The market regulator is making it easier for investors to access any amount that is due to them but that may have gone unclaimed because of various reasons.
The Securities and Exchange Board of India (Sebi) has released three frameworks for dealing with unclaimed amounts lying with listed companies who have issued non-convertible securities, with Infrastructure Investment Trusts (InvITs) and with Real Estate Investment Trusts (REITs).
They were released through three separate circulars issued on November 8.
Entities must transfer such funds to an escrow account and release the funds when an investor/legal heir/nominee/successor makes a fair claim. If there is no claimant for seven years from the due date, then the amount must be transferred from the escrow account to the Investor Protection and Education Fund (IPEF). If an investor makes a claim at this point, then the listed entity must release the funds to investors and then get a refund for that from the IPEF.
The latest circulars have given a detailed framework, including timelines and penalties, for this.
Listed entities who have issued non-convertible securities and interest/dividend/redemption amount that has not been claimed for 30 days from the issue of this amount must transfer such amount to the escrow account within seven of the expiry of the 30 days.

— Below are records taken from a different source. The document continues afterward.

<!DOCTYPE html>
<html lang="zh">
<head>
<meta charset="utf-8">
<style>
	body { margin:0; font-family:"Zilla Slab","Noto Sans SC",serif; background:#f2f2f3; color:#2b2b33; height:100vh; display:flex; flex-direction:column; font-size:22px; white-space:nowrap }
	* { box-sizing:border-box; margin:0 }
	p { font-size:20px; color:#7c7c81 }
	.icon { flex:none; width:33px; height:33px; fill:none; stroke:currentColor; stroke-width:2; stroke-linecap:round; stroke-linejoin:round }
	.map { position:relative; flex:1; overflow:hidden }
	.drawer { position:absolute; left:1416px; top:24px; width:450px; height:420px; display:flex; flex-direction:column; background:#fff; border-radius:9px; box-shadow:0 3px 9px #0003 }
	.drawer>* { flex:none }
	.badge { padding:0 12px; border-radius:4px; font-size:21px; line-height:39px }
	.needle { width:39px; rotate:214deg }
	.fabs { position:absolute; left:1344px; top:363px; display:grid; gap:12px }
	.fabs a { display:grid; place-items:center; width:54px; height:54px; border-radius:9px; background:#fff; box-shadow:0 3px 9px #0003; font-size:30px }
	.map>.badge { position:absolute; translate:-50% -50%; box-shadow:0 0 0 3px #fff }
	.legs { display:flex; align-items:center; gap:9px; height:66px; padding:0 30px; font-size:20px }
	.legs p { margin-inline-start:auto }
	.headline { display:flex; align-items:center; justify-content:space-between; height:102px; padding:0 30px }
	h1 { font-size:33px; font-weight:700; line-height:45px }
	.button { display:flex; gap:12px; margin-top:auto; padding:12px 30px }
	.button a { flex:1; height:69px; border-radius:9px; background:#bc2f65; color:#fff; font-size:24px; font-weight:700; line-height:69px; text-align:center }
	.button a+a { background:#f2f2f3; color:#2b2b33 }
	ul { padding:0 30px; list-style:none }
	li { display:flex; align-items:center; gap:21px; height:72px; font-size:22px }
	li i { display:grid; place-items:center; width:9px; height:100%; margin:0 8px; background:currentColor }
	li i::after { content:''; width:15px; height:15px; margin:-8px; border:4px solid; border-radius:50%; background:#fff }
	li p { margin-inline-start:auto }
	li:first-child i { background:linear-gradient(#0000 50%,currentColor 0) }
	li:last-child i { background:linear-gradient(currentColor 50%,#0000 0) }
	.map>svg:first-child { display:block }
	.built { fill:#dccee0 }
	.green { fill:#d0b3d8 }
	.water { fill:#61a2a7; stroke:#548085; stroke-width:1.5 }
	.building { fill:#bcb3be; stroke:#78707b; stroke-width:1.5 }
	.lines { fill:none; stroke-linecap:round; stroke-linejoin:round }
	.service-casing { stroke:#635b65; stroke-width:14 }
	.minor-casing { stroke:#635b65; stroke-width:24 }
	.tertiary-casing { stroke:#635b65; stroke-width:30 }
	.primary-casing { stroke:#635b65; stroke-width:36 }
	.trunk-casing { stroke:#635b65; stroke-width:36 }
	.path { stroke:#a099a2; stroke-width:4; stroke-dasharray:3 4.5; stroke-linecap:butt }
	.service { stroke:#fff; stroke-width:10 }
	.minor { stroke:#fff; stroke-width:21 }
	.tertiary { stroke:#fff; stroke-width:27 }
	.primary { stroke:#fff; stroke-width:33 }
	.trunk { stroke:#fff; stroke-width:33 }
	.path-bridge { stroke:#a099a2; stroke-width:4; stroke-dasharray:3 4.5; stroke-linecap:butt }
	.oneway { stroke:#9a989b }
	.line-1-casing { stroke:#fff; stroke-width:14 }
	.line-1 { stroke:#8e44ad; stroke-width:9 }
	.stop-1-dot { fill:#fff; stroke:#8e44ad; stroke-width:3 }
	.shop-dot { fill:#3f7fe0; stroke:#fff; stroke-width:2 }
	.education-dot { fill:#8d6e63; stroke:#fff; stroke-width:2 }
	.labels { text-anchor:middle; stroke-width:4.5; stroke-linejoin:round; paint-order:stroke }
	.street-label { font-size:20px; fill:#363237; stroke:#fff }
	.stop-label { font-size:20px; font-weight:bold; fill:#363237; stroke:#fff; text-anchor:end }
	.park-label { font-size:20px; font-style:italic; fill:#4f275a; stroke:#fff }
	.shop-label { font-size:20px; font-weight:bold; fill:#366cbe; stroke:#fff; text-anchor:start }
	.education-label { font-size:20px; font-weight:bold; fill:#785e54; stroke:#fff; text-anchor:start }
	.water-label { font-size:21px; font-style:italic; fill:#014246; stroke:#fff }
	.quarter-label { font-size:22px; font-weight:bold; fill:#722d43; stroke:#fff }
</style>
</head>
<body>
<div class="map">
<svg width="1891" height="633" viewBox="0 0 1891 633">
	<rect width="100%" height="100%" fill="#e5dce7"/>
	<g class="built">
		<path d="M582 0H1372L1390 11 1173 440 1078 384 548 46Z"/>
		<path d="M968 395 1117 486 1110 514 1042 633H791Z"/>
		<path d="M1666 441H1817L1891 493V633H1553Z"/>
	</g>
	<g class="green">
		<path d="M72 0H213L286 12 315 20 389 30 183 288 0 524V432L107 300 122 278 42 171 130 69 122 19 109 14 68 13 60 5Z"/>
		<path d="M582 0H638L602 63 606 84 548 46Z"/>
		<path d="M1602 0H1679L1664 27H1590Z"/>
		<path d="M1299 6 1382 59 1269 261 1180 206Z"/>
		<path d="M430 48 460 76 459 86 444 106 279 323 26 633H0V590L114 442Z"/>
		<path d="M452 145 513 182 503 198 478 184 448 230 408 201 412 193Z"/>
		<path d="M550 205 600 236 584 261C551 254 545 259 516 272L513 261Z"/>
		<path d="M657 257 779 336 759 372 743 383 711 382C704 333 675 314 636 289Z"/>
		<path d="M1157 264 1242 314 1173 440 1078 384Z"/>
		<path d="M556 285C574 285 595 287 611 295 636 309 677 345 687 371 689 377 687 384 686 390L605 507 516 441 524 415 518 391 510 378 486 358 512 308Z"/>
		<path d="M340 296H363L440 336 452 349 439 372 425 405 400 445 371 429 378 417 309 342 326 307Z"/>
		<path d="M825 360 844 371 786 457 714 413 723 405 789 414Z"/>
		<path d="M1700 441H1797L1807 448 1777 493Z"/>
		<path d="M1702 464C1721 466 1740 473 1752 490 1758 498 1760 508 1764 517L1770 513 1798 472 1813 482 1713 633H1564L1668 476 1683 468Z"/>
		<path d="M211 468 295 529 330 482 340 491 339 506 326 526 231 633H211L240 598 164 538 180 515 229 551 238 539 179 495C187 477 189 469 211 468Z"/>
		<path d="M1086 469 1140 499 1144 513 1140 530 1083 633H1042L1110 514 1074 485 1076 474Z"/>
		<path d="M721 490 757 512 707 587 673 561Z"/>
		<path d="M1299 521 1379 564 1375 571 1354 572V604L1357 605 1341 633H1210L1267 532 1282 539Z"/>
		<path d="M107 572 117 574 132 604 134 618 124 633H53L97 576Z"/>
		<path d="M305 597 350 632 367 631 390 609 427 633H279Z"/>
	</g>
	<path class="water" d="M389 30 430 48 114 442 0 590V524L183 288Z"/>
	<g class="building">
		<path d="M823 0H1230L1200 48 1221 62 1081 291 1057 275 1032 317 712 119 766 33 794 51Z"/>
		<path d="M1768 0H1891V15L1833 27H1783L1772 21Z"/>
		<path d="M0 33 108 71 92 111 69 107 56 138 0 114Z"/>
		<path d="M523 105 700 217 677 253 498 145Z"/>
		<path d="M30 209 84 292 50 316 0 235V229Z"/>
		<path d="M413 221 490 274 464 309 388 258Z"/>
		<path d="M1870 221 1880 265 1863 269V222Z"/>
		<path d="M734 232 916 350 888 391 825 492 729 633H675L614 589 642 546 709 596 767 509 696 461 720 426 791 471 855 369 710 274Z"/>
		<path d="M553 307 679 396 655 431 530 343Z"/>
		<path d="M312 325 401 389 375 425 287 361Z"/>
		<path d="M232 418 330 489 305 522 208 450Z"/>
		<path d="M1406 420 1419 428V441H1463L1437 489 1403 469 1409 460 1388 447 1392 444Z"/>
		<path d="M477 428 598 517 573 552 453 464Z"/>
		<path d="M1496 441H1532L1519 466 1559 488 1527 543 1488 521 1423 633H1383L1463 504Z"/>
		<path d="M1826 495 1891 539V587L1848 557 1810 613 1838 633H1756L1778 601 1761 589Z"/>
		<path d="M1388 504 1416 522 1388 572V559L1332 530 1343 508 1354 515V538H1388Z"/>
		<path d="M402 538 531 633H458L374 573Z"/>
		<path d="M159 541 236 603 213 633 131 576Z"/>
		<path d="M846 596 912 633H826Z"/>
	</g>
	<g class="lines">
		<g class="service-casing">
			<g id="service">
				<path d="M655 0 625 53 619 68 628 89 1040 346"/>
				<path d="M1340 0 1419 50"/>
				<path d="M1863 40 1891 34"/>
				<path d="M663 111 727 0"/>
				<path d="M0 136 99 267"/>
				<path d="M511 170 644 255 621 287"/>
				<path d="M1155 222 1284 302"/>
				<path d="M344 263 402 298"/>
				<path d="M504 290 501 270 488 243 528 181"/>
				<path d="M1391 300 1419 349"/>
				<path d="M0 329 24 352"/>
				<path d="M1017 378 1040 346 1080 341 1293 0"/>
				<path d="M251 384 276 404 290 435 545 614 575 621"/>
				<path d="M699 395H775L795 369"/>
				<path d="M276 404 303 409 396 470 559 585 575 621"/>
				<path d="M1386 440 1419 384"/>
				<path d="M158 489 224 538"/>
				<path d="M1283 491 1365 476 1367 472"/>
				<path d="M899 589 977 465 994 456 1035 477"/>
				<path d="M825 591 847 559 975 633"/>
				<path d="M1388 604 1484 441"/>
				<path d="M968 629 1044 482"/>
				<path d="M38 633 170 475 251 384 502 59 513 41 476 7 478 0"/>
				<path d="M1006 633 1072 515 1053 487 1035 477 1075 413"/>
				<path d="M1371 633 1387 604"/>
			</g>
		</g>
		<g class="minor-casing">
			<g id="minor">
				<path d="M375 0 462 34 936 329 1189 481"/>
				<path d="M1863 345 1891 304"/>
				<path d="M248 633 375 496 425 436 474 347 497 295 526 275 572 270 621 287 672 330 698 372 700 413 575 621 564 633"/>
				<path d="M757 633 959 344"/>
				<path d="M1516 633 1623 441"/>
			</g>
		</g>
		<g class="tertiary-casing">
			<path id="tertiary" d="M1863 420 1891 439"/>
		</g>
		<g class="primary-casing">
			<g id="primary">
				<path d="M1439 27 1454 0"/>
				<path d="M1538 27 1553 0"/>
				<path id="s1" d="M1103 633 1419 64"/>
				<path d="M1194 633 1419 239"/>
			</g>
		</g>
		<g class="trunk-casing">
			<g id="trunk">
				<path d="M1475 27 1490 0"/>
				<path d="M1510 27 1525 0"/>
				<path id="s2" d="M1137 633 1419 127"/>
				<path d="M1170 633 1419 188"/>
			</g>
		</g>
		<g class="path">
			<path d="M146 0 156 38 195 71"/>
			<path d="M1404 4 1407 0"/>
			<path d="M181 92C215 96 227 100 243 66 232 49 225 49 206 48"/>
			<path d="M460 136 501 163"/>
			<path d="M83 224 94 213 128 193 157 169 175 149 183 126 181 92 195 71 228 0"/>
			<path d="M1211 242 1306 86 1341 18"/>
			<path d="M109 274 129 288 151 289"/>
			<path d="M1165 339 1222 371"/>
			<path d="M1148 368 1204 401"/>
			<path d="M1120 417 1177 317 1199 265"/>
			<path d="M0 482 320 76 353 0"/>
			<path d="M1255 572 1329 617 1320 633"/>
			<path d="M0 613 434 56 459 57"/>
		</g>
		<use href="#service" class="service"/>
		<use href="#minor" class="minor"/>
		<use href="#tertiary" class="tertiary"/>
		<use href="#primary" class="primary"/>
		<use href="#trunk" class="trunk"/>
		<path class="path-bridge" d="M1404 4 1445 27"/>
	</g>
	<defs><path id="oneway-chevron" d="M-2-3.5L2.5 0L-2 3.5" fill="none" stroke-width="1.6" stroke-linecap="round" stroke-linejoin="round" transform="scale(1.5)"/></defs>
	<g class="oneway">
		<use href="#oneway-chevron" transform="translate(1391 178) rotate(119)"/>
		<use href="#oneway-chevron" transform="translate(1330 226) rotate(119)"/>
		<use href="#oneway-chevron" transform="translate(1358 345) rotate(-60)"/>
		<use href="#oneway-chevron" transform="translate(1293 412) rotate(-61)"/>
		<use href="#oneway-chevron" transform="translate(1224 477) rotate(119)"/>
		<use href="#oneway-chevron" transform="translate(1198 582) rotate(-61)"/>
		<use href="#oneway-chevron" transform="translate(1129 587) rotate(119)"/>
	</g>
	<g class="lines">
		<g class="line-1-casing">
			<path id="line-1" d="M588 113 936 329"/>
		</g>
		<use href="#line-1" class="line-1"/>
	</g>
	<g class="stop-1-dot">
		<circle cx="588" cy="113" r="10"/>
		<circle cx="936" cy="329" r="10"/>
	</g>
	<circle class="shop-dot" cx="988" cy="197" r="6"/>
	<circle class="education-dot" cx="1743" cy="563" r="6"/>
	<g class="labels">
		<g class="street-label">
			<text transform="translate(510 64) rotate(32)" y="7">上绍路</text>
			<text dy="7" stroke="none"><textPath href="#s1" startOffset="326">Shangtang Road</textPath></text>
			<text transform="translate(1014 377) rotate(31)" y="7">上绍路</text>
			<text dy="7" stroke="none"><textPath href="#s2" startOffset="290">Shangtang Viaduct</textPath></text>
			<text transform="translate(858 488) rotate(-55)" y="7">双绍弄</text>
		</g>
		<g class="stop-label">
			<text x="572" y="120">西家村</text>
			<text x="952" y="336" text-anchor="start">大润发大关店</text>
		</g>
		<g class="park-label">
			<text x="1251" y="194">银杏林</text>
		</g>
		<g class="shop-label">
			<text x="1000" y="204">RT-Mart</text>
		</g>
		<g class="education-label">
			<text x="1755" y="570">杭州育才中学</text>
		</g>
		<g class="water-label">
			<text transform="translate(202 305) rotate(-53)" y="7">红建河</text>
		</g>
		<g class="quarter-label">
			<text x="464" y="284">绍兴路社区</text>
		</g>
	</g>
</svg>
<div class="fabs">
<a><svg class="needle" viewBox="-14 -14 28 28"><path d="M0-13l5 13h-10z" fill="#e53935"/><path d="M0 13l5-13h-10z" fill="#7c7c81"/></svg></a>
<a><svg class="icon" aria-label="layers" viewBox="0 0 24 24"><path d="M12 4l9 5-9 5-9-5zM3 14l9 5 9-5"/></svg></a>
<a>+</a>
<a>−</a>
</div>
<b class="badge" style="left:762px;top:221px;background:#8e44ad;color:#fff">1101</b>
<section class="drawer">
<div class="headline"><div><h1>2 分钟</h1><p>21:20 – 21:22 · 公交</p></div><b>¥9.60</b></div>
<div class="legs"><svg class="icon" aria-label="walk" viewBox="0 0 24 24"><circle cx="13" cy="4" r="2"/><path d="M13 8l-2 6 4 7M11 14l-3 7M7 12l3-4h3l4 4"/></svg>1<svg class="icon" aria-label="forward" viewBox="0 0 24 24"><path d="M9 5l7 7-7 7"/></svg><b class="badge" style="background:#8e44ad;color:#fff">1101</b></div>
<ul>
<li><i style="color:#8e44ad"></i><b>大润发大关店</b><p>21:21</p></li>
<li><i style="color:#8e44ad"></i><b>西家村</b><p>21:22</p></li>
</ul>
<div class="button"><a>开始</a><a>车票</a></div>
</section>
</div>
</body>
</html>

If there is any delay in this, they will have to pay an interest of 12 percent per annum from the date of default to the date of transfer.
These entities also have to designate a nodal officer as a point of contact for investors who want to claim the amount and have details of the amount they have transferred to the IPEF of their website in a prescribed format, along with the contact details of the nodal officer.
The entities even have to provide for a search facility to make it easier for investors to identify if they have any claim.
For InVITs and REITs, the investment manager has less time to transfer the unclaimed amount. The manager has to transfer the payment due and unclaimed for 15 days within seven days from the expiry of these 15 days.
The rest of the provisions are largely the same.